Sanders urged supporters to contribute to a record turnout in Tuesday's Democratic presidential primary, when Massachusetts joins 13 other states, American Samoa and Democrats Abroad to select more than a third of the delegates going to the Democratic National Convention in July.
The rally on the Common was one of two Bay State campaign events Sanders held in the final days before the Massachusetts primary. On Friday night, Sanders first addressed supporters in the western part of the state, holding a rally at the MassMutual Center in Springfield.
Thousand turned out for that event, New England Public Radio reported.
"We are going to defeat Donald Trump, because the American people are sick and tired of a government that works for the rich and ignores everybody else," Sanders told supporters Friday.
A WBUR poll released Friday finds Sanders leads in Massachusetts, with 25% of likely voters in the Democratic primary saying they support him.
Massachusetts Sen. Elizabeth Warren trails Sanders in her home state, with 17% of likely voters saying they will vote for her.

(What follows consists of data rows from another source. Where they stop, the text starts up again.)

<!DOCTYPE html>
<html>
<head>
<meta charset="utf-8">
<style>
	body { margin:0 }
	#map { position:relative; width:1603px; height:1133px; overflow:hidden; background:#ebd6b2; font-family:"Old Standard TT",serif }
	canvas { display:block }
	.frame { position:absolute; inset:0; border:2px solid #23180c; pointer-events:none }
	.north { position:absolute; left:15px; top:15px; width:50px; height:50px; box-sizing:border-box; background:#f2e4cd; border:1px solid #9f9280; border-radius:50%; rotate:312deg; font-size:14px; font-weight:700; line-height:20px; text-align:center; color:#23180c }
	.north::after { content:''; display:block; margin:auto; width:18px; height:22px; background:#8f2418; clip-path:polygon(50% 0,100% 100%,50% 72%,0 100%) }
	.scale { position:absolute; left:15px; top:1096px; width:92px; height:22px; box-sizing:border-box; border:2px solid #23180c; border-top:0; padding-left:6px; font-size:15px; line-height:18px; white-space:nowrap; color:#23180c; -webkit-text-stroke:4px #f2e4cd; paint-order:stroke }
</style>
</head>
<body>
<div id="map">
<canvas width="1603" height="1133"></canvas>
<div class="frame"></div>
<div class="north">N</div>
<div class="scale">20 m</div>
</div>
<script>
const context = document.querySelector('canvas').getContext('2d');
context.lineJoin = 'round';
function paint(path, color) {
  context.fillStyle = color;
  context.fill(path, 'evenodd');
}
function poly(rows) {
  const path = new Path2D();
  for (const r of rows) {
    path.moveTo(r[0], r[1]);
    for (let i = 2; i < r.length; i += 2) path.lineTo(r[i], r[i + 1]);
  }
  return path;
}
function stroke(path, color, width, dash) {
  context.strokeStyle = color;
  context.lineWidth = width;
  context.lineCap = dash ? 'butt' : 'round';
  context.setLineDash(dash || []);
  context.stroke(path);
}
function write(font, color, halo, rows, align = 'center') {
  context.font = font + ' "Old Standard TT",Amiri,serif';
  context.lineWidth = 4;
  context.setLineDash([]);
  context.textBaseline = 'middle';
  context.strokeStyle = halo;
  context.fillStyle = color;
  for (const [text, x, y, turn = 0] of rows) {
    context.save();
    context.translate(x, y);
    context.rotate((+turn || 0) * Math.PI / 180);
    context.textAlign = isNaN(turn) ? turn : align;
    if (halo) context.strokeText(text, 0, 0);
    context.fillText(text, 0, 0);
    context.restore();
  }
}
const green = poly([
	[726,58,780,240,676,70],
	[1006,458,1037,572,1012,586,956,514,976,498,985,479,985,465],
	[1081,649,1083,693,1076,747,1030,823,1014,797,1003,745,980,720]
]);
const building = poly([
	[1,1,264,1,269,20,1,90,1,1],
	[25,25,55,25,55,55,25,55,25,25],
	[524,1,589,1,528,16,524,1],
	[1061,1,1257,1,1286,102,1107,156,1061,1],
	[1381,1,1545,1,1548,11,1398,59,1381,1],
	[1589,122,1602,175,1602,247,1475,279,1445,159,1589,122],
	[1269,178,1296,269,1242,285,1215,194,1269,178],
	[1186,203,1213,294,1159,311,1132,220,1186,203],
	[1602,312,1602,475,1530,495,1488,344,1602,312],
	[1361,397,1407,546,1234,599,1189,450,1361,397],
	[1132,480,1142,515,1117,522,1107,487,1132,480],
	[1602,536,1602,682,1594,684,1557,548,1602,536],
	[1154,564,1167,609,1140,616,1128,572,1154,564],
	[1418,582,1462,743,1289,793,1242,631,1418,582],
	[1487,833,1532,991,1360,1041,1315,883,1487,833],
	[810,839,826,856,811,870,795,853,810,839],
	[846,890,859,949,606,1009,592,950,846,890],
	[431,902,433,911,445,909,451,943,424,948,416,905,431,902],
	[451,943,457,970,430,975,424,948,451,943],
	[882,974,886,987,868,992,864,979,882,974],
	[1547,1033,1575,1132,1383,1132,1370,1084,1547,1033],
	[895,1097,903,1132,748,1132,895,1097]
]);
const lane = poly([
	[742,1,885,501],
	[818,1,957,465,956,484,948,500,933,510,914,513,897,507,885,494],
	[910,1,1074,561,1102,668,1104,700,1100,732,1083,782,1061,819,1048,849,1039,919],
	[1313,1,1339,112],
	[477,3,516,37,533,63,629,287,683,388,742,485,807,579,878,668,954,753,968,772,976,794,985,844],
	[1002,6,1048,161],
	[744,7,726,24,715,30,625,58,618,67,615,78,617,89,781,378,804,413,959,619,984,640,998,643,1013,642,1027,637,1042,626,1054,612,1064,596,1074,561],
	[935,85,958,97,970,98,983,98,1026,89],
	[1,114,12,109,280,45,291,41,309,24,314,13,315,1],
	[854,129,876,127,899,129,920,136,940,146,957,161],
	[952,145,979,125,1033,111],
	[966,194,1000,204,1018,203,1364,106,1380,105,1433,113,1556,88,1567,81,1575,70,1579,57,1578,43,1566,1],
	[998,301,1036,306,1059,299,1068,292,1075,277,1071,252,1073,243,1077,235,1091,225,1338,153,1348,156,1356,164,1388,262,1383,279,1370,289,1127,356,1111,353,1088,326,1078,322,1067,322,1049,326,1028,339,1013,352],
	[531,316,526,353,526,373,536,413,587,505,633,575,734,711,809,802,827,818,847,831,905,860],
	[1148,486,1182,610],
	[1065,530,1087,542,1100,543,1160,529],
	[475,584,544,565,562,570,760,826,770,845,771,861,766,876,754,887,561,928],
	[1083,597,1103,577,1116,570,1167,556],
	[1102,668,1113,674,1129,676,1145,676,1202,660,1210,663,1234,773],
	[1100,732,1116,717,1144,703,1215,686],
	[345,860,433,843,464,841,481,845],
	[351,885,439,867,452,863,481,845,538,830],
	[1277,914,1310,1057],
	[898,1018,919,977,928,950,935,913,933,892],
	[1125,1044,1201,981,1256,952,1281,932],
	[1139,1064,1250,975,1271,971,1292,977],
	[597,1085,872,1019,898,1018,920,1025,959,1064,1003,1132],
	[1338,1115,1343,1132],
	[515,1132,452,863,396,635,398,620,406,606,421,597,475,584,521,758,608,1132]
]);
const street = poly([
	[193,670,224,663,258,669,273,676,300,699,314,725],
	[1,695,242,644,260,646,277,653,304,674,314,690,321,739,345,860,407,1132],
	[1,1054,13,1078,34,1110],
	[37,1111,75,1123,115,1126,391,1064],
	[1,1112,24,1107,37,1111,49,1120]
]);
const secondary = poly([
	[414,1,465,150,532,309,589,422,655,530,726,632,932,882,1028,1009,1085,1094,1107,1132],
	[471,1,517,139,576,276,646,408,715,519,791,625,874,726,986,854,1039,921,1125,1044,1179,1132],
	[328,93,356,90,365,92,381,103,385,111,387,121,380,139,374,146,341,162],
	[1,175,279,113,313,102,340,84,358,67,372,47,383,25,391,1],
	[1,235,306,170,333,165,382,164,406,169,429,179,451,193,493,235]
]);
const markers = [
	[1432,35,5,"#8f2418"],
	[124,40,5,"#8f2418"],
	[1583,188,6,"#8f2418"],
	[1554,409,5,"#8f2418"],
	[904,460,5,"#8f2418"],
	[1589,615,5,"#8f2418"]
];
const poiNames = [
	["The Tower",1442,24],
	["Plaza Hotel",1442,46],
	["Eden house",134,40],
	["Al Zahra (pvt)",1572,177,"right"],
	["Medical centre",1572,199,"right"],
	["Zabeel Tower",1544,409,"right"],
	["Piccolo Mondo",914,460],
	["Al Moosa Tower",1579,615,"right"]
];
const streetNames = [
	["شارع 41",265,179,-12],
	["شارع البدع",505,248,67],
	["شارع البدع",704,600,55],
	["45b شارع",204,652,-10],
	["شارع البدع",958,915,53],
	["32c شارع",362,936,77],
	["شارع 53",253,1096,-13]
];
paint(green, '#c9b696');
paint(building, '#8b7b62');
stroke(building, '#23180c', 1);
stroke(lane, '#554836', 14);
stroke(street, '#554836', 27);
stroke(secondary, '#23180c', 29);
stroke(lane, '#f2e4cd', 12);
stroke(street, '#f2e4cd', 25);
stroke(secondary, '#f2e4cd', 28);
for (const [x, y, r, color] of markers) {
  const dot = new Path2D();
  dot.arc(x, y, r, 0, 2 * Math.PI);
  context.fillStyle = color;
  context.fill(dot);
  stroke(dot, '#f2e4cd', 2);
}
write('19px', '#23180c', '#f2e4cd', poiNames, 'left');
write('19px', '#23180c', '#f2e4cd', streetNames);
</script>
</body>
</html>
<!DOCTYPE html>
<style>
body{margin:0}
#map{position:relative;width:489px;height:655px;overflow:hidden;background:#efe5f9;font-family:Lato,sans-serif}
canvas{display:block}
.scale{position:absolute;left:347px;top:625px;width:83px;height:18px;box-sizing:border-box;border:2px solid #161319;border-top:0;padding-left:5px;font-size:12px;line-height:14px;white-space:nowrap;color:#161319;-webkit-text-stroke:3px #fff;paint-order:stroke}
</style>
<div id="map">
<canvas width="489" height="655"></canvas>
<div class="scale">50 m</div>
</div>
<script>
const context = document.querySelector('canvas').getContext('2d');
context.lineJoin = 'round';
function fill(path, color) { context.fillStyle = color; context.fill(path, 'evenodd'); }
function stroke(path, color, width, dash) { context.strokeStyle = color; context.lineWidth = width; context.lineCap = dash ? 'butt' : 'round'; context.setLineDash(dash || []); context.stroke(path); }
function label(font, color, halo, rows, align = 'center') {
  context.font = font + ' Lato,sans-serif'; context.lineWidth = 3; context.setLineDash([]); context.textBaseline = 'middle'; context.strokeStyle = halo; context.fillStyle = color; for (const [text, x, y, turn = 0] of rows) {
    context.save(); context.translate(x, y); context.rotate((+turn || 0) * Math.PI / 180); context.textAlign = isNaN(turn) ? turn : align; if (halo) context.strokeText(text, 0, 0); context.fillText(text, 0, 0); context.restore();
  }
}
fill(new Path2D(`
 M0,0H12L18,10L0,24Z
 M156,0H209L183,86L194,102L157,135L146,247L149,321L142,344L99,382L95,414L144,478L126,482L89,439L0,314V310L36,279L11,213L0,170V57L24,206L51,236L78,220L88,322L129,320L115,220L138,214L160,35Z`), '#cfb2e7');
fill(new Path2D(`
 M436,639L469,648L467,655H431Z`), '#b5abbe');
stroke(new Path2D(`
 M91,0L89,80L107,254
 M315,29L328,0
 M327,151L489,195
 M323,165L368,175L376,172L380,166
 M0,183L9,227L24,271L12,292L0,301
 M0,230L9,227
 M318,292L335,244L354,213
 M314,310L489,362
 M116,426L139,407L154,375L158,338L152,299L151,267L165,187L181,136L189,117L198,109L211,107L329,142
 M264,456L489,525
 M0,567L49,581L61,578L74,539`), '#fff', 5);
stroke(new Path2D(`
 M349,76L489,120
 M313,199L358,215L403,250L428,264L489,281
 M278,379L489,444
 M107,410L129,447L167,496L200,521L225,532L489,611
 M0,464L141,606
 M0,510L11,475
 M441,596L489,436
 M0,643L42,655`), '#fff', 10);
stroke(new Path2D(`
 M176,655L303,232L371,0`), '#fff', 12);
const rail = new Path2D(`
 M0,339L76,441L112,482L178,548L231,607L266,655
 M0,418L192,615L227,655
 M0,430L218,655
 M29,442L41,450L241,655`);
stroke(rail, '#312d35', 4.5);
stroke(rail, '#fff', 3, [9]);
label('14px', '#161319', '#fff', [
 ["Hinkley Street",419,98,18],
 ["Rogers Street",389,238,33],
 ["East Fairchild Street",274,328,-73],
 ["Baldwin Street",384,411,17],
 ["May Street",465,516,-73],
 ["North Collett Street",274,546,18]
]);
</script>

Sanders's lead is especially strong among younger voters, and they dominated the crowd. But there were voters of all age groups listening to the candidate speak.
"I appreciate his firm stance on Medicare for All," said Kaysha Corinealdi, of Jamaica Plain, a professor at Emerson College.
Sanders predicted that he would beat Trump by increasing the number of Democrats heading to the polls in Election Day. But turnout has been mixed in the early primary states. In Iowa, turnout was relatively low, but New Hampshire voters turned out in record numbers, and in Nevada, they matched the record set in 2008.
"We are going to defeat Donald Trump because not only is he a pathological liar, he is a fraud," Sanders told the crowd.
Warren spent part of Saturday in South Carolina for the state's primary, and planned stops in the Super Tuesday states of Arkansas and Texas. In the South Carolina primary, recent polls have projected Sanders may come in second place behind former Vice President Joe Biden.
But Warren still had some presence in Massachusetts, with surrogates all over the state taking part in door-knocking campaigns for her.
"This is where the action is at," said Massachusetts Attorney General Maura Healey at one such event in Boston. "We're about getting stuff done. We're about results, and that's why I'm so strongly supporting Elizabeth Warren, because she is the person who delivers."
This article was originally published on February 29, 2020.
This segment aired on March 1, 2020.